▶ **REQUIRED WORK**: For the entries that follow, restate word for word the line containing "position:absolute; inset:0; border:10px", the line containing "function fillPath(path, color)", and every line that lies between them.

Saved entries
*****

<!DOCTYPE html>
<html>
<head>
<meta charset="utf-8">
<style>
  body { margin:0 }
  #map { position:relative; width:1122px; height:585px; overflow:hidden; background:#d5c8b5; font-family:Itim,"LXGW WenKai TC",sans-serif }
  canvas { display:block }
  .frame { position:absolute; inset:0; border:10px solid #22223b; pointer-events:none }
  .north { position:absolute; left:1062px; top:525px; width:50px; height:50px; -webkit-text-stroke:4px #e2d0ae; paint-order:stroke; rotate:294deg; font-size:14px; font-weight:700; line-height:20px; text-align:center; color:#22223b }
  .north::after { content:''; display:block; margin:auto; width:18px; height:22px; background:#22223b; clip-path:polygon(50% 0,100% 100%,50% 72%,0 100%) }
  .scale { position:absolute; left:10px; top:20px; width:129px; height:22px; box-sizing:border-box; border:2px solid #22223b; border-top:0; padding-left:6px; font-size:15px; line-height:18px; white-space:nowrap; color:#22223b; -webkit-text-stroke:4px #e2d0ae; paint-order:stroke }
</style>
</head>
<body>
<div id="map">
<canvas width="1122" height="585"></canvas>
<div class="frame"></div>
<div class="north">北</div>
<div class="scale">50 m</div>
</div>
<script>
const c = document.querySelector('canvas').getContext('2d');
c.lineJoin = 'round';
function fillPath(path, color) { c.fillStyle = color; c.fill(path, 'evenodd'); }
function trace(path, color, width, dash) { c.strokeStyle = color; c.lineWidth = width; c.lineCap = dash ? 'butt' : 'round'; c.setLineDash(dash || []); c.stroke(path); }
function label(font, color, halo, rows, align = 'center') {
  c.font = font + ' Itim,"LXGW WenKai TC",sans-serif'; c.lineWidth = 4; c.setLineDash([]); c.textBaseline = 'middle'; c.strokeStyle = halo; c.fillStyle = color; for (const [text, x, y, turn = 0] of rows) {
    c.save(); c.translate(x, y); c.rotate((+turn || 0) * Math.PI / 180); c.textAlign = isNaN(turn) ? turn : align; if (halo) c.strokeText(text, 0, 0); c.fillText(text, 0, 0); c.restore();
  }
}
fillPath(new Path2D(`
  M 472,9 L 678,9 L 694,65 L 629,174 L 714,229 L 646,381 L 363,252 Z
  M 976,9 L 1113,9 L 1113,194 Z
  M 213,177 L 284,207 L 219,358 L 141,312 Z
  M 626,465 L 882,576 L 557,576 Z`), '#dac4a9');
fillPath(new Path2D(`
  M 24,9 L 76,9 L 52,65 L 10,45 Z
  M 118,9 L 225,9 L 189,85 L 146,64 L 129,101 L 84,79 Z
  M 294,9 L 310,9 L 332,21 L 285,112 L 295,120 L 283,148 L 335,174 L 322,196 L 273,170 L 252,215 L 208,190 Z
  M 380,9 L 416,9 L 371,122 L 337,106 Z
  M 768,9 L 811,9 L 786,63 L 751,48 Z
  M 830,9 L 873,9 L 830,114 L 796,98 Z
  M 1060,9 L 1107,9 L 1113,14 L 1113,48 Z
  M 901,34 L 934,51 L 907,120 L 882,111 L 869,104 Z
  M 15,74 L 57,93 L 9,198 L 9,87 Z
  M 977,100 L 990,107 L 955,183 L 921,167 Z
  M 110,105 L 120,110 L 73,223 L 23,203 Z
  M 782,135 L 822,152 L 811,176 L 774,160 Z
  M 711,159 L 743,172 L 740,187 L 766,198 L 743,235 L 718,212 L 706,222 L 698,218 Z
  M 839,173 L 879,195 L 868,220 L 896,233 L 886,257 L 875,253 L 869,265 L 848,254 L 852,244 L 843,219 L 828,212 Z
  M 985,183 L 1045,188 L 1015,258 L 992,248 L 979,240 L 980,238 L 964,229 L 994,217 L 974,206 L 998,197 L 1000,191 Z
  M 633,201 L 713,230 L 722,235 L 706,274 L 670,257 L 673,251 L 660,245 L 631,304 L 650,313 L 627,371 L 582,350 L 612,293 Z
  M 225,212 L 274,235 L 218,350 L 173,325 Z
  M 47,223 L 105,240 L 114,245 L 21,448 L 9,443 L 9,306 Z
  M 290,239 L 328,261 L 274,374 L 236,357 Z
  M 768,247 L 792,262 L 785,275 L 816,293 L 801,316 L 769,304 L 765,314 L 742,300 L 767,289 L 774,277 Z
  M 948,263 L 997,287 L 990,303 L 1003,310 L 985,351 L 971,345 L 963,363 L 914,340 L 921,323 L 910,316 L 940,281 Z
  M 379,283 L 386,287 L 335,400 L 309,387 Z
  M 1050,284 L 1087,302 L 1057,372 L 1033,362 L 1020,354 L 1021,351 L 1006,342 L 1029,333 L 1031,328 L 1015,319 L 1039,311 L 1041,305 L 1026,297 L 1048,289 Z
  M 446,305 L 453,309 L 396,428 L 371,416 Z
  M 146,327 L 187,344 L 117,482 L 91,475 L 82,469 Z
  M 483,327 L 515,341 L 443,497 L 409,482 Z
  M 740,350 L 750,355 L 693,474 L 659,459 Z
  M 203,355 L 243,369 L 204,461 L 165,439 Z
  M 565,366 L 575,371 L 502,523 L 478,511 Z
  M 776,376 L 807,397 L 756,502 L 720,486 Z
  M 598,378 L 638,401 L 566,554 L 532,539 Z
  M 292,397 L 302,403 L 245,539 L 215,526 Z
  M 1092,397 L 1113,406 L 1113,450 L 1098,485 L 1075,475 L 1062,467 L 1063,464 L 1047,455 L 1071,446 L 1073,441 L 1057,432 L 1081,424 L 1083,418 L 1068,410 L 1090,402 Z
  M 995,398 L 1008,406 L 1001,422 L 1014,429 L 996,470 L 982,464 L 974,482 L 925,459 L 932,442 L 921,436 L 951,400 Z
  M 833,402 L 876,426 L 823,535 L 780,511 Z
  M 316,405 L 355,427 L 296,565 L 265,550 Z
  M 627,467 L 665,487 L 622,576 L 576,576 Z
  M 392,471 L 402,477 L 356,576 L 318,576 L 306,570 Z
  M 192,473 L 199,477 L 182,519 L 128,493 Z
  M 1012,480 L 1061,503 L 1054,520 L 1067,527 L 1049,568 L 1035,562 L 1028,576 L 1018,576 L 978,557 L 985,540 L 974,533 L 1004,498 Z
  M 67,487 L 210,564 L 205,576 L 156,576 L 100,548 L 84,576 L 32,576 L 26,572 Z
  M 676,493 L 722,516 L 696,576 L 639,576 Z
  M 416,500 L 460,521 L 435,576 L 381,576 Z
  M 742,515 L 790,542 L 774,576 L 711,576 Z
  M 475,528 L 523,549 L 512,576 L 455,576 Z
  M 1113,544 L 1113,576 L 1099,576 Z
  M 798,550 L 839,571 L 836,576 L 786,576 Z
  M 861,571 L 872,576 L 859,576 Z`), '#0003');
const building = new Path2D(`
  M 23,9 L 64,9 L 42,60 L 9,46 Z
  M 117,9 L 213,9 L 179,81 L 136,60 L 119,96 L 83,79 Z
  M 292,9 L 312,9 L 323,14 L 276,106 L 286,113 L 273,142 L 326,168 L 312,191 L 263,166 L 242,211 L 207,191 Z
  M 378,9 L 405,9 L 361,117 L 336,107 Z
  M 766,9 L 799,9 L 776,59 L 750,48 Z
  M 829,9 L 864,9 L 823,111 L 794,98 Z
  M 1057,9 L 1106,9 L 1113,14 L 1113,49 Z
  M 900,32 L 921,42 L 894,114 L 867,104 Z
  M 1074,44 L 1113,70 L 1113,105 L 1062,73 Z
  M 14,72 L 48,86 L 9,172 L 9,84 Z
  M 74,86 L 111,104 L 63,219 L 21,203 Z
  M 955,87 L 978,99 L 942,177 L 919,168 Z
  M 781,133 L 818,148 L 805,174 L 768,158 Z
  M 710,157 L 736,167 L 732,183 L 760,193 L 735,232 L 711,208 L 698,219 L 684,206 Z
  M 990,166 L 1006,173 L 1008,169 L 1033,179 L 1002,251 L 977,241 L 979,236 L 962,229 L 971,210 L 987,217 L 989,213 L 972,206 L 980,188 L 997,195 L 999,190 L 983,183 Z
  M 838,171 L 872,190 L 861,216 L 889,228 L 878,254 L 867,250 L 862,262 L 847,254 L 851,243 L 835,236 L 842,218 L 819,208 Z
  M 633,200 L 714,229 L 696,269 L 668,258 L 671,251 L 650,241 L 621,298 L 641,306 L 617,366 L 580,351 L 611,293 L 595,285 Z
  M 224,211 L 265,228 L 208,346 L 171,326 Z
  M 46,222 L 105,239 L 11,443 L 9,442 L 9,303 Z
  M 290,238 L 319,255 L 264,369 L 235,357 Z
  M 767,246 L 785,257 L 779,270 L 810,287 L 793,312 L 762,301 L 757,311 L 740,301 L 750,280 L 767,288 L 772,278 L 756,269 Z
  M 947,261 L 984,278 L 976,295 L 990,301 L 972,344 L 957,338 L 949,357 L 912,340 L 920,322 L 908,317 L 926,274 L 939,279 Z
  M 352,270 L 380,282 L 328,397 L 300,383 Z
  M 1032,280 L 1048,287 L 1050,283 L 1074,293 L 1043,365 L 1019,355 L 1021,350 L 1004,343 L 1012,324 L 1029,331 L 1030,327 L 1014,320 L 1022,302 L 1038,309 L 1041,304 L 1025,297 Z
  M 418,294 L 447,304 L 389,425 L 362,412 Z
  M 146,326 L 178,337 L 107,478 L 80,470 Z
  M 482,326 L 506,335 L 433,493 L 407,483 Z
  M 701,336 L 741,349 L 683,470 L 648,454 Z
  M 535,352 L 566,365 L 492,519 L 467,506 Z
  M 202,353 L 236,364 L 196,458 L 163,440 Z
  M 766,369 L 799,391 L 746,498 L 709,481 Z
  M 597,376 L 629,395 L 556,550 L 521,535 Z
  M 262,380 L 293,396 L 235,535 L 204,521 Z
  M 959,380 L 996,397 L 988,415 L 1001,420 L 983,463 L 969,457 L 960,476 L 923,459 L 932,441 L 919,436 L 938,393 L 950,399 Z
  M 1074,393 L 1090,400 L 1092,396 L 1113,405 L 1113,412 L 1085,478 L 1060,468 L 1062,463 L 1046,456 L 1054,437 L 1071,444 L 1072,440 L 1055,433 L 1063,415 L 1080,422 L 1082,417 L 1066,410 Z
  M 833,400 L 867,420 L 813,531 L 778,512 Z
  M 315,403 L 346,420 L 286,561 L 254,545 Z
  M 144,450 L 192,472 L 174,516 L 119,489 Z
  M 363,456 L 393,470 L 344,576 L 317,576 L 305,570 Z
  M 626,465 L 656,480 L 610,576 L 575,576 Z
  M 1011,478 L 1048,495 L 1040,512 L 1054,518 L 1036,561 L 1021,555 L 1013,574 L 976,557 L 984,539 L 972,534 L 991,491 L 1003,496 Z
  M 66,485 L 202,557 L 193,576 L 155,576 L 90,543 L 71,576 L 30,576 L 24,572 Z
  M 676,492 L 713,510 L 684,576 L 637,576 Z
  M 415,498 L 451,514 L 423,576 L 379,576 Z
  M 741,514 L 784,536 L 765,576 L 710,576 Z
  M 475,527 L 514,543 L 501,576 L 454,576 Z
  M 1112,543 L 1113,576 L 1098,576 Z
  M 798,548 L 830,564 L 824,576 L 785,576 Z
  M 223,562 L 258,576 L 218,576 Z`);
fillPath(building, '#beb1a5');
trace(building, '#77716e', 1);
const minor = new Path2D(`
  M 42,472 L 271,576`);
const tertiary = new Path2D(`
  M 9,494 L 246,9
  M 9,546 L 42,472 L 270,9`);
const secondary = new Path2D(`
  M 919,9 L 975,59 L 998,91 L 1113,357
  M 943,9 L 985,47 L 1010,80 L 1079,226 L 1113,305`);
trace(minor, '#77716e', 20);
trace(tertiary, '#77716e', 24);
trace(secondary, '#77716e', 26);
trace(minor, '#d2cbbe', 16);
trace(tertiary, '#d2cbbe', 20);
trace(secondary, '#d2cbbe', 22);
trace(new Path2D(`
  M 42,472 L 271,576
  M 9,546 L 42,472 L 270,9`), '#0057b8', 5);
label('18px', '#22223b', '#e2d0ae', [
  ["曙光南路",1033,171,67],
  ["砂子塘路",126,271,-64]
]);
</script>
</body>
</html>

*****

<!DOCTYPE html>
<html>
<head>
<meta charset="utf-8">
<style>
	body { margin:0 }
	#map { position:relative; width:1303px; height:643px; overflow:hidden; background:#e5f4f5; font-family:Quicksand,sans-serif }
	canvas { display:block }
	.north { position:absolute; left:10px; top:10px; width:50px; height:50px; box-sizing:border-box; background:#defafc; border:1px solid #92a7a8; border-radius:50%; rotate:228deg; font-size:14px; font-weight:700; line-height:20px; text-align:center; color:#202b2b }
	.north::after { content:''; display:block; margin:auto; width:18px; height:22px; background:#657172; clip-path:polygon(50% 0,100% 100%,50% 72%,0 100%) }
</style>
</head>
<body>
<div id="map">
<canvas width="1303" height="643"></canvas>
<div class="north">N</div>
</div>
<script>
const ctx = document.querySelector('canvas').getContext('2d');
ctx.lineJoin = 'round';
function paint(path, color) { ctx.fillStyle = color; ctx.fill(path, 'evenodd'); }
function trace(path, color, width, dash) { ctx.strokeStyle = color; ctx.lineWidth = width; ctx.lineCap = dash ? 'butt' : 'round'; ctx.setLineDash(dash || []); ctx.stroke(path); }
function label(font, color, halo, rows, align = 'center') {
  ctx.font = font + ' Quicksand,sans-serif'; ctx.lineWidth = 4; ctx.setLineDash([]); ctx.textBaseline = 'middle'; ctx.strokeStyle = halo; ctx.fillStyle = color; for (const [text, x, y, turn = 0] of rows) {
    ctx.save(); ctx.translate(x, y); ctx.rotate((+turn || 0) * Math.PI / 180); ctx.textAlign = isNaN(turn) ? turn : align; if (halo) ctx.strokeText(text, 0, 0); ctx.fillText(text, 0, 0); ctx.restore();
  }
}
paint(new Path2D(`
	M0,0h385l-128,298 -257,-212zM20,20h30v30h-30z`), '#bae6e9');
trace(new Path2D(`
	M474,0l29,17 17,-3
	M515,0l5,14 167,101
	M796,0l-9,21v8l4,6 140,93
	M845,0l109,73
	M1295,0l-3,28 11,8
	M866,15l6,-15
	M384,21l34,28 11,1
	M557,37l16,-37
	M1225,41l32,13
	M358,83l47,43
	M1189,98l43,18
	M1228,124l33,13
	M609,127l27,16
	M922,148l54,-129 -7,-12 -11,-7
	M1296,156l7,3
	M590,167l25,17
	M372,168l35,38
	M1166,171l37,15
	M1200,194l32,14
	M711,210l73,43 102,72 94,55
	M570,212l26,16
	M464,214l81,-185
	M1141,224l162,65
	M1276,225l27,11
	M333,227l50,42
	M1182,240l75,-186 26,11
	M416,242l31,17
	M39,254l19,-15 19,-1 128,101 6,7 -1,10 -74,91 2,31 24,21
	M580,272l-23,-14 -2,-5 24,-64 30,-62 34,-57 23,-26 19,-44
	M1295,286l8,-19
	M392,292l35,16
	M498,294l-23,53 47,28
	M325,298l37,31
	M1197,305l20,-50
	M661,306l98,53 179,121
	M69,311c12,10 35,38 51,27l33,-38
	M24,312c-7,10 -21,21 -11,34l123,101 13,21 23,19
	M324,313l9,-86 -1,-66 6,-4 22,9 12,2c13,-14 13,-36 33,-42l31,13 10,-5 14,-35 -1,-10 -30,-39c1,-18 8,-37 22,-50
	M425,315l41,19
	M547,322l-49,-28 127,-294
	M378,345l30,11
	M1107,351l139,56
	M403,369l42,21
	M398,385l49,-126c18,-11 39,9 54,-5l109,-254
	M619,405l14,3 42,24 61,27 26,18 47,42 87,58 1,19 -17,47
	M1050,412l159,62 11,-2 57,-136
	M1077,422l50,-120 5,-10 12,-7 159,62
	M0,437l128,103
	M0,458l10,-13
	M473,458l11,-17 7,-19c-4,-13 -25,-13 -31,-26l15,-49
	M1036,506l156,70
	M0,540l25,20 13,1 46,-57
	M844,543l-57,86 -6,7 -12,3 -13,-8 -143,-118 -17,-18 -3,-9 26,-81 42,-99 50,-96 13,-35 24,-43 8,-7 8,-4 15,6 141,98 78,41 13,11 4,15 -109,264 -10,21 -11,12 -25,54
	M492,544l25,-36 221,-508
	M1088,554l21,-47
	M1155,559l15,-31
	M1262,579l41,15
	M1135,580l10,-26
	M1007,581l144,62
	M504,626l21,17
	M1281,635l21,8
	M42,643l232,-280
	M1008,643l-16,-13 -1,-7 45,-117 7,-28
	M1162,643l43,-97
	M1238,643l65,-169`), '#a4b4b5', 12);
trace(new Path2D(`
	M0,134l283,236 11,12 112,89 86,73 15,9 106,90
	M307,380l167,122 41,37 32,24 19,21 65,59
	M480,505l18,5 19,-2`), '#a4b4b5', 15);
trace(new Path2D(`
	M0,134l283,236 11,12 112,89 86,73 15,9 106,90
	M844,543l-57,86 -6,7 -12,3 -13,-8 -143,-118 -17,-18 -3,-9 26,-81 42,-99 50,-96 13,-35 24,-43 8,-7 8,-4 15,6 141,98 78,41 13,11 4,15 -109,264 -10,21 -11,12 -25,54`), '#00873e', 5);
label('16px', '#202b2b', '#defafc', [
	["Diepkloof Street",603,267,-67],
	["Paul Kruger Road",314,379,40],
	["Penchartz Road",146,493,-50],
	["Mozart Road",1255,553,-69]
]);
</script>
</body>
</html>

*****

▶ **SOLUTION TO THIS EXERCISE**:
  .frame { position:absolute; inset:0; border:10px solid #22223b; pointer-events:none }
  .north { position:absolute; left:1062px; top:525px; width:50px; height:50px; -webkit-text-stroke:4px #e2d0ae; paint-order:stroke; rotate:294deg; font-size:14px; font-weight:700; line-height:20px; text-align:center; color:#22223b }
  .north::after { content:''; display:block; margin:auto; width:18px; height:22px; background:#22223b; clip-path:polygon(50% 0,100% 100%,50% 72%,0 100%) }
  .scale { position:absolute; left:10px; top:20px; width:129px; height:22px; box-sizing:border-box; border:2px solid #22223b; border-top:0; padding-left:6px; font-size:15px; line-height:18px; white-space:nowrap; color:#22223b; -webkit-text-stroke:4px #e2d0ae; paint-order:stroke }
</style>
</head>
<body>
<div id="map">
<canvas width="1122" height="585"></canvas>
<div class="frame"></div>
<div class="north">北</div>
<div class="scale">50 m</div>
</div>
<script>
const c = document.querySelector('canvas').getContext('2d');
c.lineJoin = 'round';
function fillPath(path, color) { c.fillStyle = color; c.fill(path, 'evenodd'); }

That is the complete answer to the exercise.